Mikko Halvari

Personal information
- Full name: Mikko Johannes Halvari
- Nationality: Finland
- Born: 4 March 1983 (age 43) Porvoo, Finland
- Height: 1.83 m (6 ft 0 in)
- Weight: 93 kg (205 lb)

Sport
- Sport: Athletics
- Event: Decathlon
- Club: Tuusulanjärven Urheilijat (FIN)
- Coached by: Jussi Välimäki

Achievements and titles
- Personal best: Decathlon: 7,736 points (2010)

Medal record
Men's athletics
Representing Finland
World Junior Championships
| Bronze medal – third place | 2002 Kingston | Decathlon |

= Mikko Halvari =

Finnish decathlete (born 1983)

Mikko Johannes Halvari (born March 4, 1983, in Porvoo) is a Finnish decathlete.
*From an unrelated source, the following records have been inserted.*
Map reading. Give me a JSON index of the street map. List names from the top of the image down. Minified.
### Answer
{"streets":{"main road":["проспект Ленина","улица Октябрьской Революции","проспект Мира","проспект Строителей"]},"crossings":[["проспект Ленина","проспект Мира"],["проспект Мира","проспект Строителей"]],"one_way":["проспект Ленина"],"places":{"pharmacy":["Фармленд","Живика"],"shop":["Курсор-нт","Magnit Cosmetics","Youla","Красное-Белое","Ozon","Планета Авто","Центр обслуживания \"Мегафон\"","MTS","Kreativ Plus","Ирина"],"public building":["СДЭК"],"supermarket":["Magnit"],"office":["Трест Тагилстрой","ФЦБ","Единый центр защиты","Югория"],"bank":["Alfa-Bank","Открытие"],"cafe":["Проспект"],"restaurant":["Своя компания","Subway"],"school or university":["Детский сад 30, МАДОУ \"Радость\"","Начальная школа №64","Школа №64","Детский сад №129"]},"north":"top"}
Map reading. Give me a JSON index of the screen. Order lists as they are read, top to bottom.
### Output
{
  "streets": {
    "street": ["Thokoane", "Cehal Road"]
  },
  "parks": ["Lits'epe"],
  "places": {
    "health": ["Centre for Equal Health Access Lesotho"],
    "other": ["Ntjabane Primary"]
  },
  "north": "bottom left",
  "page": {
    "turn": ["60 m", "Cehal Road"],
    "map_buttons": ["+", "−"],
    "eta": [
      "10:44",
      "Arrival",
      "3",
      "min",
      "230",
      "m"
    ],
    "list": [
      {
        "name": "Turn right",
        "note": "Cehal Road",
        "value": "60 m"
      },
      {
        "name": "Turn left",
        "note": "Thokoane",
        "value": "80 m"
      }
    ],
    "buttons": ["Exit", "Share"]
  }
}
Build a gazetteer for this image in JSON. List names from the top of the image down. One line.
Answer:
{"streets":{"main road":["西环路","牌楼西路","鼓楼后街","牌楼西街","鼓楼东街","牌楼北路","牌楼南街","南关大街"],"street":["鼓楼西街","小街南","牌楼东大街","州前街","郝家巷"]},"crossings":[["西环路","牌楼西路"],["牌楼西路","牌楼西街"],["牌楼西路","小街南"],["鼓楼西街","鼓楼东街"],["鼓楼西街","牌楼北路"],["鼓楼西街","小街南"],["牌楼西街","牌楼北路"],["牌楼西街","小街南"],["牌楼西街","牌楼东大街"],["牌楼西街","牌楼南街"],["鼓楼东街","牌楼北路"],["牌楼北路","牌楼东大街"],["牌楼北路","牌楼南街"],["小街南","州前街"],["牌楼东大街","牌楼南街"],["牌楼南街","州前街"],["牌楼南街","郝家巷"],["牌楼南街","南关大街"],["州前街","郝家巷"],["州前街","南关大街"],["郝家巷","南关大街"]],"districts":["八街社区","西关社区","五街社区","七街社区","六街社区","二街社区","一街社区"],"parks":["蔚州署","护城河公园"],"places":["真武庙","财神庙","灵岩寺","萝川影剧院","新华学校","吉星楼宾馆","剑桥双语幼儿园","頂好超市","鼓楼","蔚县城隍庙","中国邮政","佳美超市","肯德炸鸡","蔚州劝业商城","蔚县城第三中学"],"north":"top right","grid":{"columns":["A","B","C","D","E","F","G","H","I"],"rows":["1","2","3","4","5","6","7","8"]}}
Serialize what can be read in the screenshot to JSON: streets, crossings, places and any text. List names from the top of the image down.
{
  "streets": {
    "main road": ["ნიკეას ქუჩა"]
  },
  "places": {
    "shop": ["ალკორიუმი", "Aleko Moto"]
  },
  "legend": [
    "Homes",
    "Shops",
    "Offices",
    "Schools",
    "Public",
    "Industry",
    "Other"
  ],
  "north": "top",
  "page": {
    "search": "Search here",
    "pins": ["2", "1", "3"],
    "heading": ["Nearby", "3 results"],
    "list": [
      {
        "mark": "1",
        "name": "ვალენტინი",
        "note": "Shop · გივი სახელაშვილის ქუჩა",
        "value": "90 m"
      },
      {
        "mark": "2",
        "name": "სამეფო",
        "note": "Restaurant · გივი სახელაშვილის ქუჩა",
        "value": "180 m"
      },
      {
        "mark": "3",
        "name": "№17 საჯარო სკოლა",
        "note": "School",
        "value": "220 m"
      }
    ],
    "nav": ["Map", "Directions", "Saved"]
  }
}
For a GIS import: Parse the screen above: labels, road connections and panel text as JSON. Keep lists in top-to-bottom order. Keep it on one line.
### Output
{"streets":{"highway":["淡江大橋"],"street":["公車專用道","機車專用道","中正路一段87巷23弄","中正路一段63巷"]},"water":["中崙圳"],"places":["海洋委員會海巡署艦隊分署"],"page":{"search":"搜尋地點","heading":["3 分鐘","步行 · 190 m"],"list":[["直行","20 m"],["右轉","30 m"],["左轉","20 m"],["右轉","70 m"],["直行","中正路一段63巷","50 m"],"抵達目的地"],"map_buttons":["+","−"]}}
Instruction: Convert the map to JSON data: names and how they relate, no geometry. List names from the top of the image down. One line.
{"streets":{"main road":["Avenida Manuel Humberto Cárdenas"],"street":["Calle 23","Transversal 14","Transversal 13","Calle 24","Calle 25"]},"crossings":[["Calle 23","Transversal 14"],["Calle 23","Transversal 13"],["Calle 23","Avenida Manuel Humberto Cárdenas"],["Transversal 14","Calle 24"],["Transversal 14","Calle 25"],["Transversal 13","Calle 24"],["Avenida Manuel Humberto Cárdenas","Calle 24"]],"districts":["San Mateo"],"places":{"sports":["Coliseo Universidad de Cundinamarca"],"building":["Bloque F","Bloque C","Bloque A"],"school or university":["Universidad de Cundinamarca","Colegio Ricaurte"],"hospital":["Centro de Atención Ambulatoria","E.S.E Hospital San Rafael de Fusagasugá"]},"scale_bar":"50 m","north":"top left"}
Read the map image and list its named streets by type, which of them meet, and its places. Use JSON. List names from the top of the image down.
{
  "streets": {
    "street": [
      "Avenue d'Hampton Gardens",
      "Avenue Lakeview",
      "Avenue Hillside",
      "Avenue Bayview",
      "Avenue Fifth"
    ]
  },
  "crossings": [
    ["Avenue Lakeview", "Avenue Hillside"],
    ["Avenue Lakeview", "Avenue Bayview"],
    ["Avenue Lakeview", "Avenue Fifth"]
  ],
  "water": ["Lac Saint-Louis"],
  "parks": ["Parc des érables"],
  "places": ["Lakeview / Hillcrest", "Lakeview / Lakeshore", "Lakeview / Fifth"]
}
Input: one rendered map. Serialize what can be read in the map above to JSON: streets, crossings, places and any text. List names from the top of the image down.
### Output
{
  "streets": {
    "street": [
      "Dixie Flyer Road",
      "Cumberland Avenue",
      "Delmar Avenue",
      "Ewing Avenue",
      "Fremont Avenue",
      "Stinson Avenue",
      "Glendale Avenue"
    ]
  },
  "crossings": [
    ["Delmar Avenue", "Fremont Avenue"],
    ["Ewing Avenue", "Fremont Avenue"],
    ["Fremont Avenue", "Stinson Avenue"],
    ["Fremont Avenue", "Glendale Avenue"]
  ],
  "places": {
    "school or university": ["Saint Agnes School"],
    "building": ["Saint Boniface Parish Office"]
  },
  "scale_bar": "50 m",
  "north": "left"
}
He won a bronze medal for his category at the 2002 IAAF World Junior Championships in Kingston, Jamaica, with a solid score of 7,587 points. He is also a full-time member of Tuusulanjärven Urheilijat, a local track and field club in Tuusula, and is coached and trained by Jussi Välimäki.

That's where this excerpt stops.